Cayo habíase adelantado para llevar la nueva. También la intrigante Gonerila había enviado un mensajero a su hermana para que ésta no admitiera a su padre en sus dominios.
Cayo reconoció al mensajero, reprochándole que se prestara a servir la insolencia de una mujer contra la angustia de un anciano. Se entabló la disputa. A las voces del cobarde sirviente acudieron Regania y su esposo seguidos de los vasallos. Al enterarse de lo sucedido, Regania ordenó que Cayo fuese puesto en un cepo, a la puerta del castillo como un vulgar ladrón.
Entre tanto, Lear y sus amigos llegaron al castillo, quedando sorprendidos al ver a Cayo prisionero. Cuando el viejo rey supo que era su hija la autora de la afrenta, su angustia creció sin límite.
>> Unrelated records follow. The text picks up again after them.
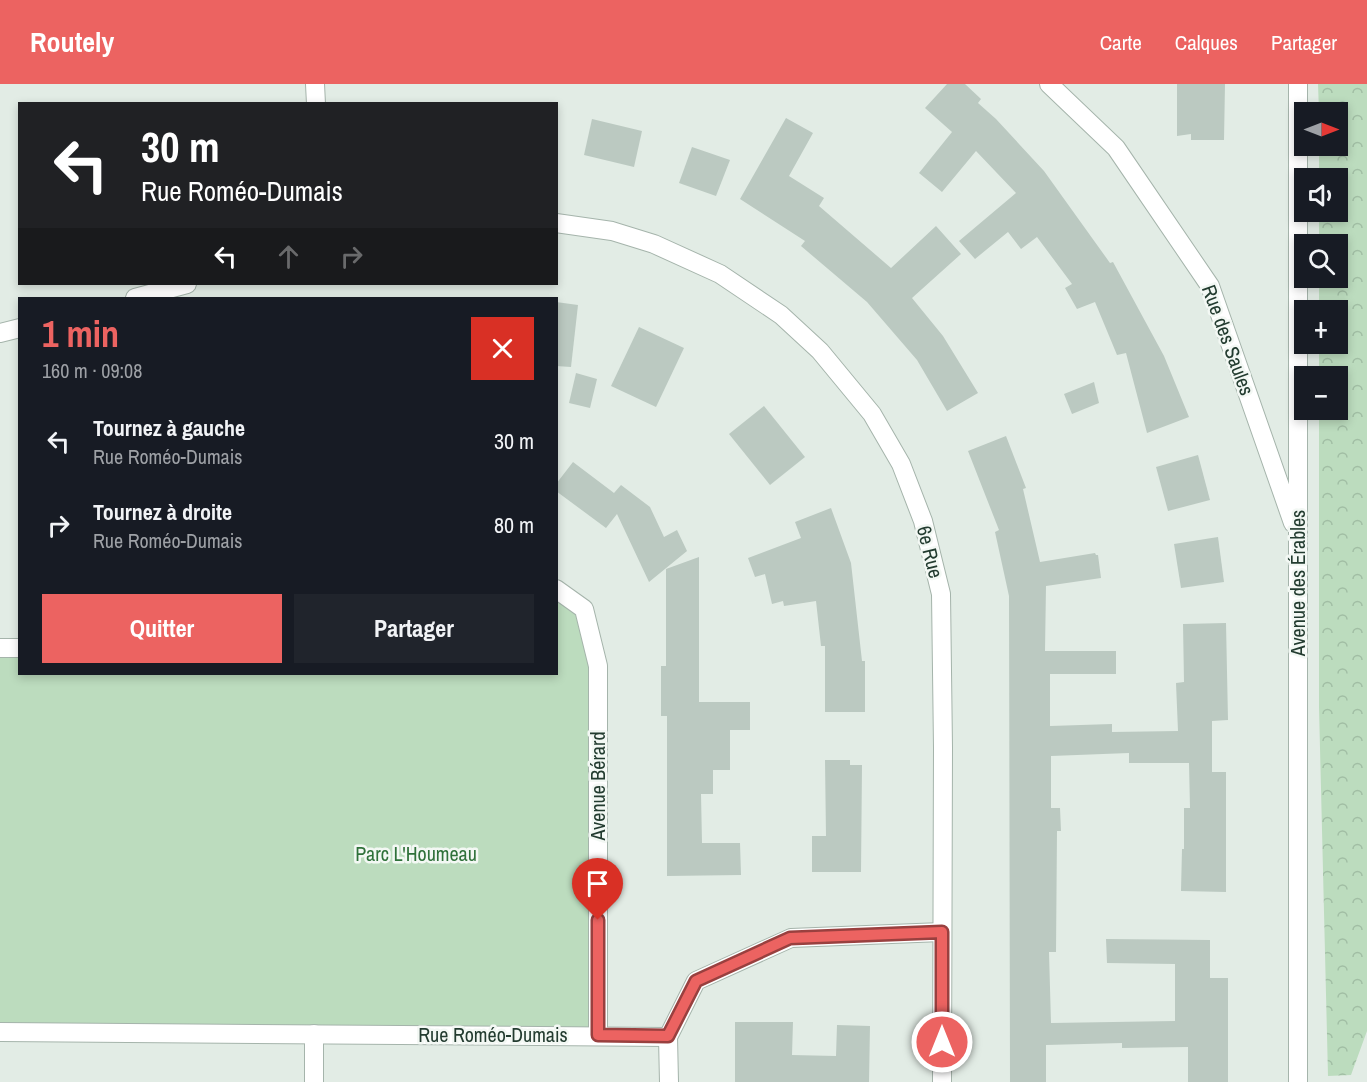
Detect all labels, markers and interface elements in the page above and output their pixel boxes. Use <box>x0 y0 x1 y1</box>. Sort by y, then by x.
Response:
text: Routely <box>30 23 114 61</box>
text: Carte <box>1100 28 1142 57</box>
text: Calques <box>1175 28 1238 57</box>
text: Partager <box>1271 28 1337 57</box>
north arrow <box>1294 102 1348 156</box>
map controls <box>1294 102 1348 420</box>
text: 30 m <box>141 119 220 175</box>
icon: left <box>42 126 120 204</box>
button: sound <box>1294 168 1348 222</box>
text: Rue Roméo-Dumais <box>141 173 343 209</box>
button: search <box>1294 234 1348 288</box>
icon: left <box>209 240 242 273</box>
icon: ahead <box>272 240 305 273</box>
icon: right <box>335 240 368 273</box>
street label: Rue des Saules <box>1196 281 1261 399</box>
button: + <box>1294 300 1348 354</box>
text: 1 min <box>42 310 119 358</box>
button: close <box>471 317 534 380</box>
text: 160 m · 09:08 <box>42 357 142 384</box>
button: − <box>1294 366 1348 420</box>
text: Tournez à gauche <box>93 413 245 443</box>
icon: left <box>42 425 75 458</box>
text: 30 m <box>494 426 534 456</box>
text: Rue Roméo-Dumais <box>93 443 242 470</box>
text: Tournez à droite <box>93 497 232 527</box>
icon: right <box>42 509 75 542</box>
text: 80 m <box>494 510 534 540</box>
street label: Avenue des Érables <box>1284 510 1311 657</box>
street label: 6e Rue <box>911 523 950 581</box>
text: Rue Roméo-Dumais <box>93 527 242 554</box>
button: Quitter <box>42 594 282 663</box>
button: Partager <box>294 594 534 663</box>
street label: Avenue Bérard <box>584 731 611 842</box>
park label: Parc L'Houmeau <box>355 840 477 867</box>
pin <box>572 858 623 920</box>
icon: arrive <box>581 867 614 900</box>
position arrow <box>910 1010 974 1074</box>
street label: Rue Roméo-Dumais <box>418 1021 568 1048</box>

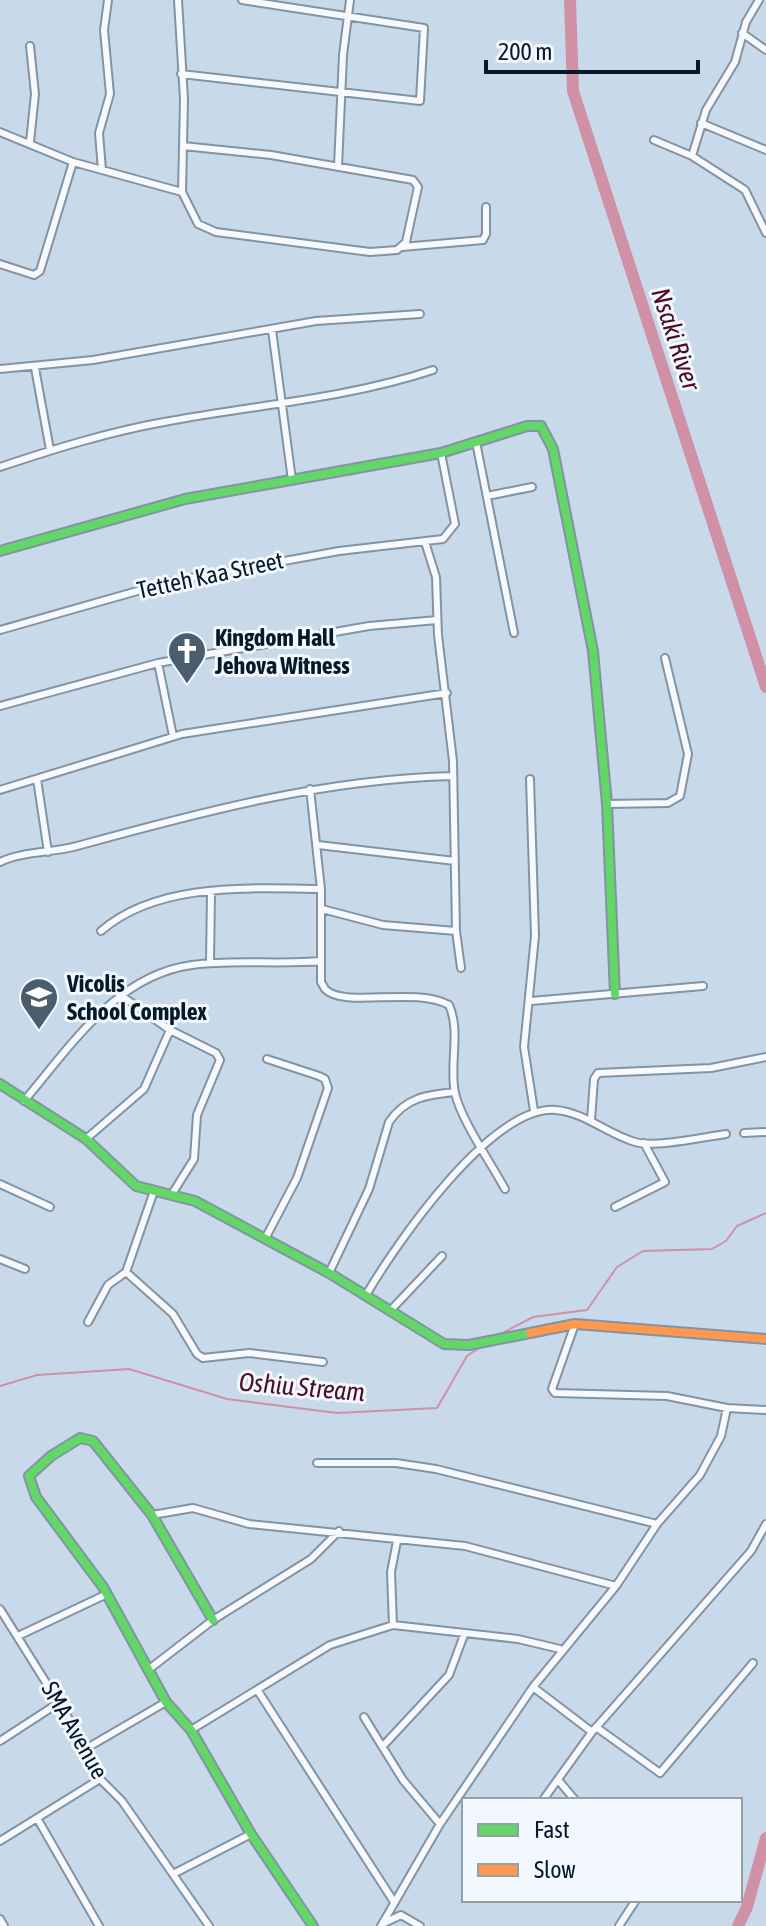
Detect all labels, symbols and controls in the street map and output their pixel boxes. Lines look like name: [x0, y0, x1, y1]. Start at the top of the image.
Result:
scale bar: [486, 24, 698, 74]
text: 200 m: [498, 38, 552, 65]
water label: Nsaki River: [645, 284, 707, 395]
street label: Tetteh Kaa Street: [134, 546, 286, 604]
place label: Kingdom Hall Jehova Witness: [214, 624, 350, 679]
church icon: Kingdom Hall Jehova Witness: [166, 630, 208, 685]
place label: Vicolis School Complex: [66, 970, 207, 1025]
school or university icon: Vicolis School Complex: [18, 976, 60, 1031]
water label: Oshiu Stream: [238, 1367, 367, 1407]
street label: SMA Avenue: [36, 1677, 114, 1783]
legend: [462, 1798, 742, 1902]
text: Fast: [534, 1816, 570, 1843]
text: Slow: [534, 1856, 576, 1883]

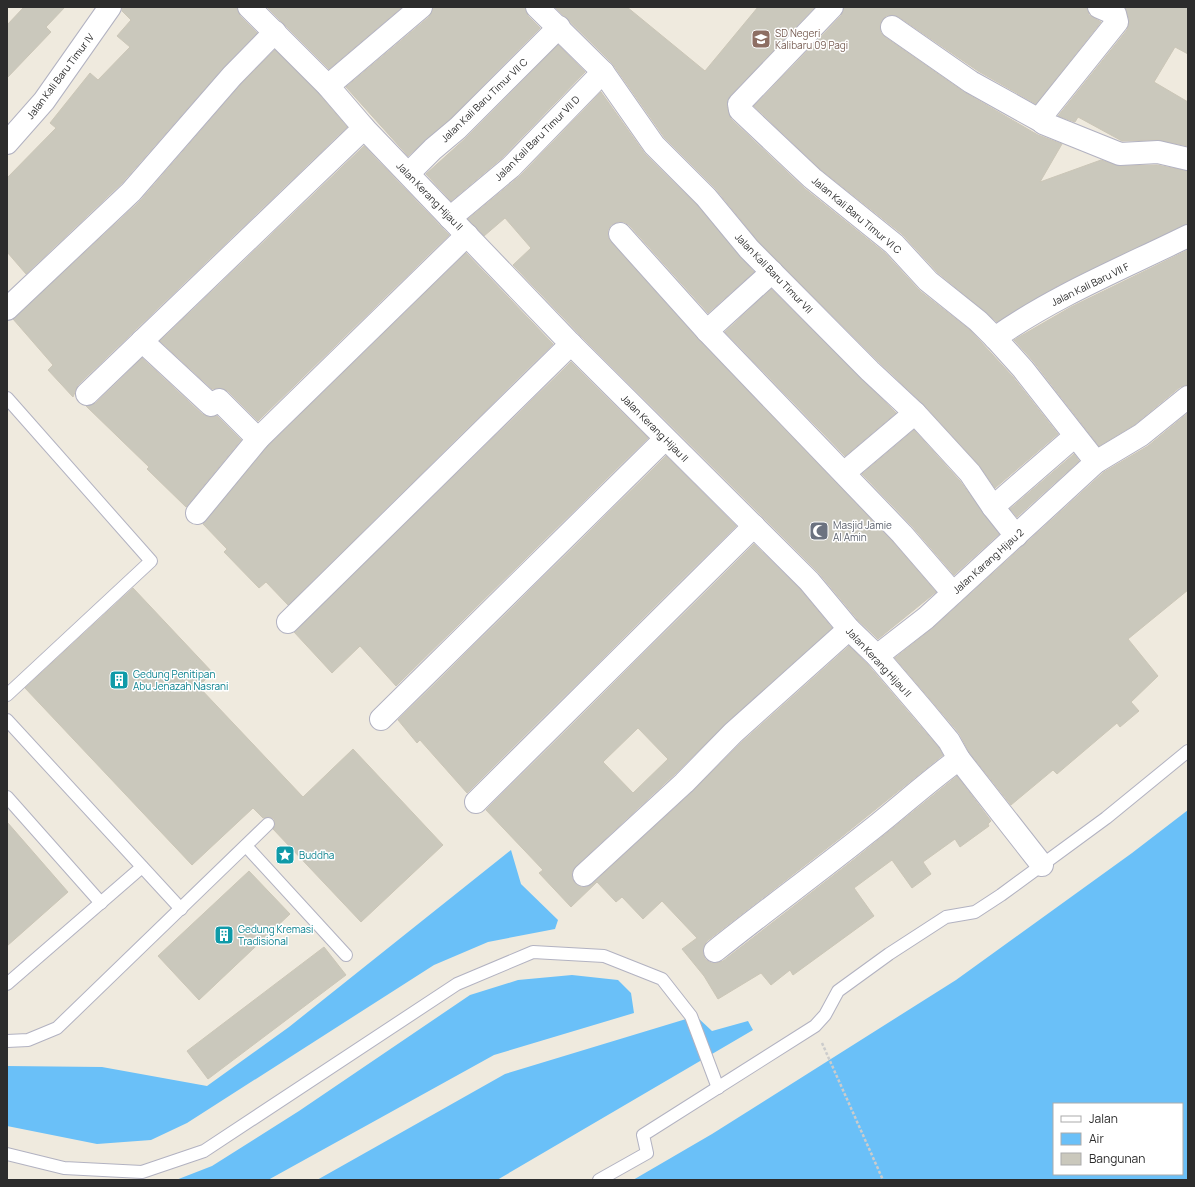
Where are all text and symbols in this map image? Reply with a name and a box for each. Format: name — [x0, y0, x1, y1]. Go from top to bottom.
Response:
place label: SD Negeri Kalibaru 09 Pagi — [775, 26, 848, 52]
school or university icon: SD Negeri Kalibaru 09 Pagi — [750, 28, 772, 50]
street label: Jalan Kali Baru Timur IV — [23, 30, 97, 122]
street label: Jalan Kali Baru Timur VII C — [438, 55, 530, 145]
street label: Jalan Kali Baru Timur VII D — [491, 92, 583, 184]
street label: Jalan Kerang Hijau II — [394, 159, 466, 233]
street label: Jalan Kali Baru Timur VI C — [809, 173, 905, 257]
street label: Jalan Kali Baru Timur VII — [732, 230, 816, 316]
street label: Jalan Kali Baru VII F — [1049, 259, 1131, 309]
street label: Jalan Kerang Hijau II — [618, 391, 692, 465]
place label: Masjid Jamie Al Amin — [833, 518, 892, 544]
mosque icon: Masjid Jamie Al Amin — [808, 520, 830, 542]
street label: Jalan Karang Hijau 2 — [949, 525, 1027, 597]
street label: Jalan Kerang Hijau II — [843, 624, 915, 700]
place label: Gedung Penitipan Abu Jenazah Nasrani — [133, 667, 228, 693]
building icon: Gedung Penitipan Abu Jenazah Nasrani — [108, 669, 130, 691]
place icon: Buddha — [274, 844, 296, 866]
place label: Buddha — [299, 848, 334, 862]
place label: Gedung Kremasi Tradisional — [238, 922, 313, 948]
building icon: Gedung Kremasi Tradisional — [213, 924, 235, 946]
legend — [1053, 1103, 1183, 1175]
text: Jalan — [1089, 1110, 1118, 1127]
text: Air — [1089, 1130, 1104, 1147]
text: Bangunan — [1089, 1150, 1145, 1167]

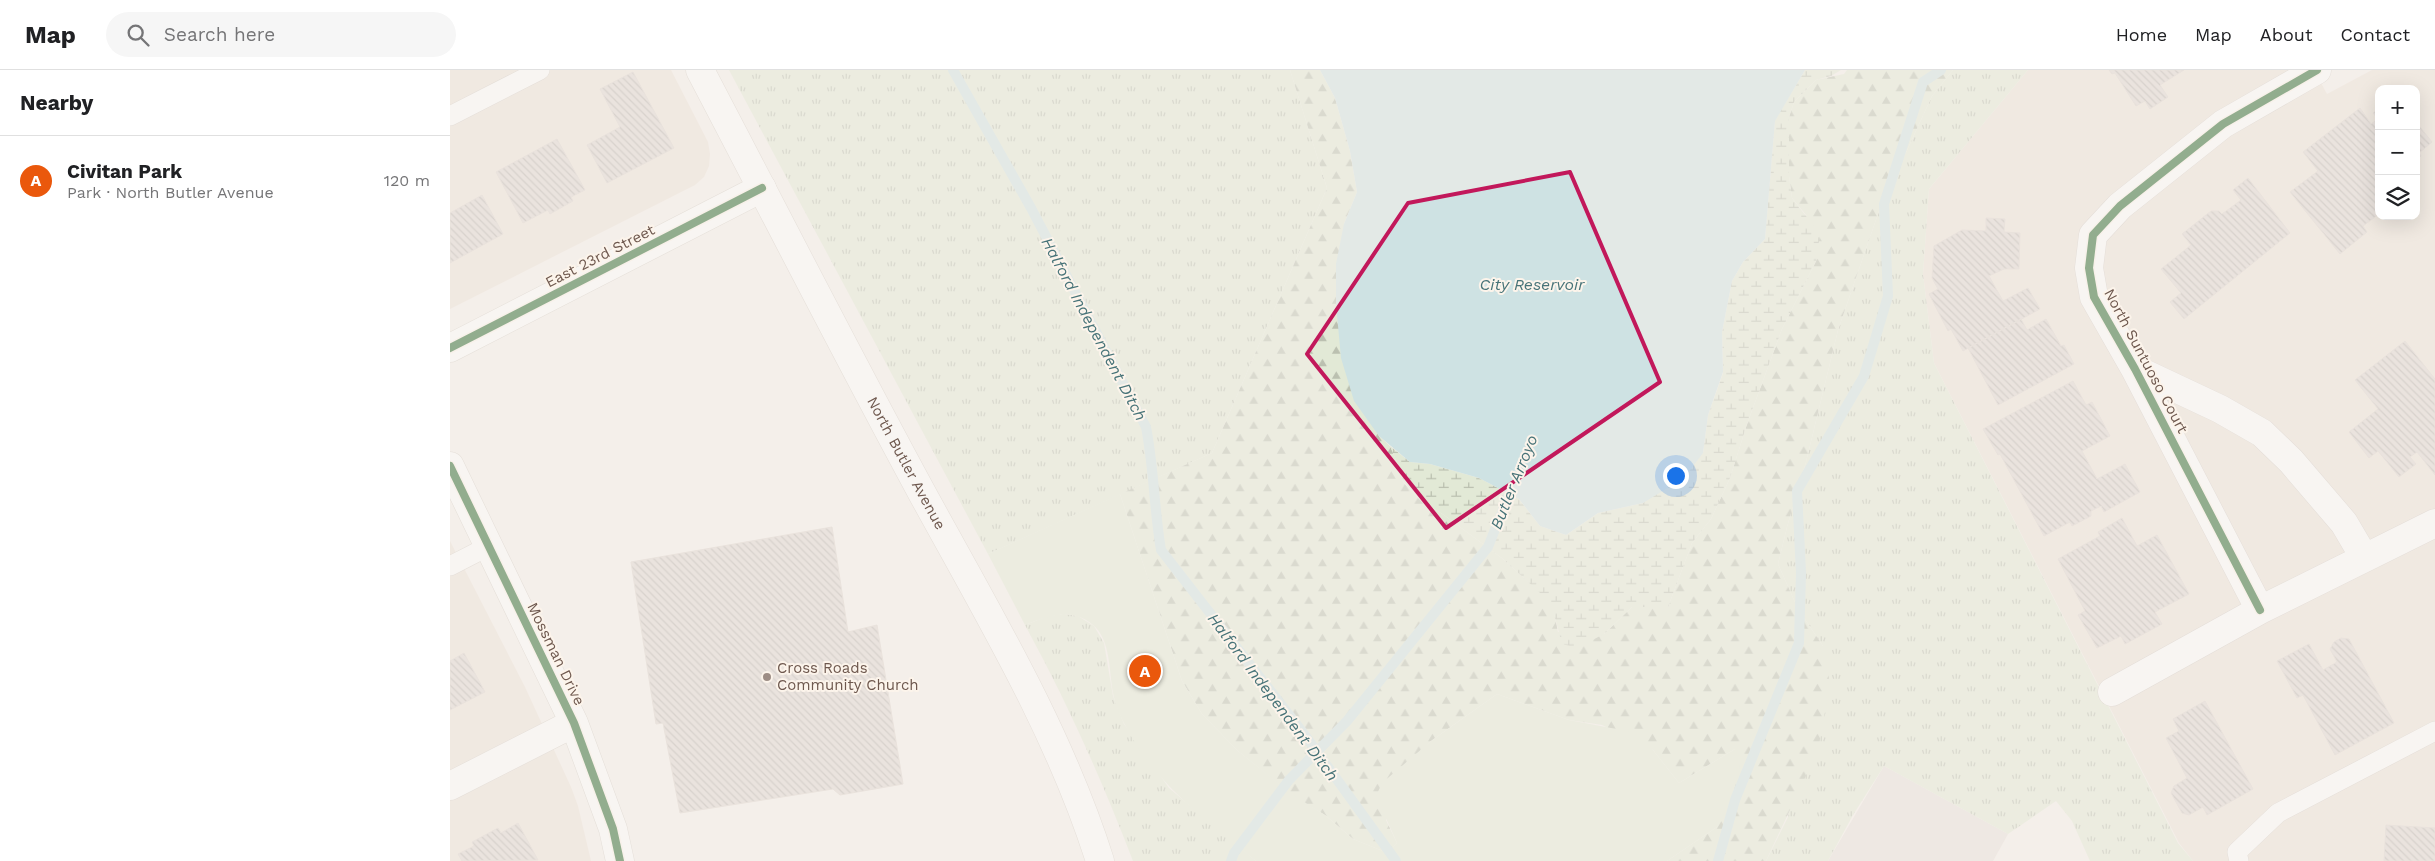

Cayo, desde su prisión, preguntó al rey por qué sólo lo acompañaba un caballero. El bufón, moviendo sentencioso los cascabeles de su caperuza, cantó:



                         Quien de tu oro se alimenta
                         o sigue por conveniencia
                         en cuanto empiece a llover
                          te dejará en la tormenta.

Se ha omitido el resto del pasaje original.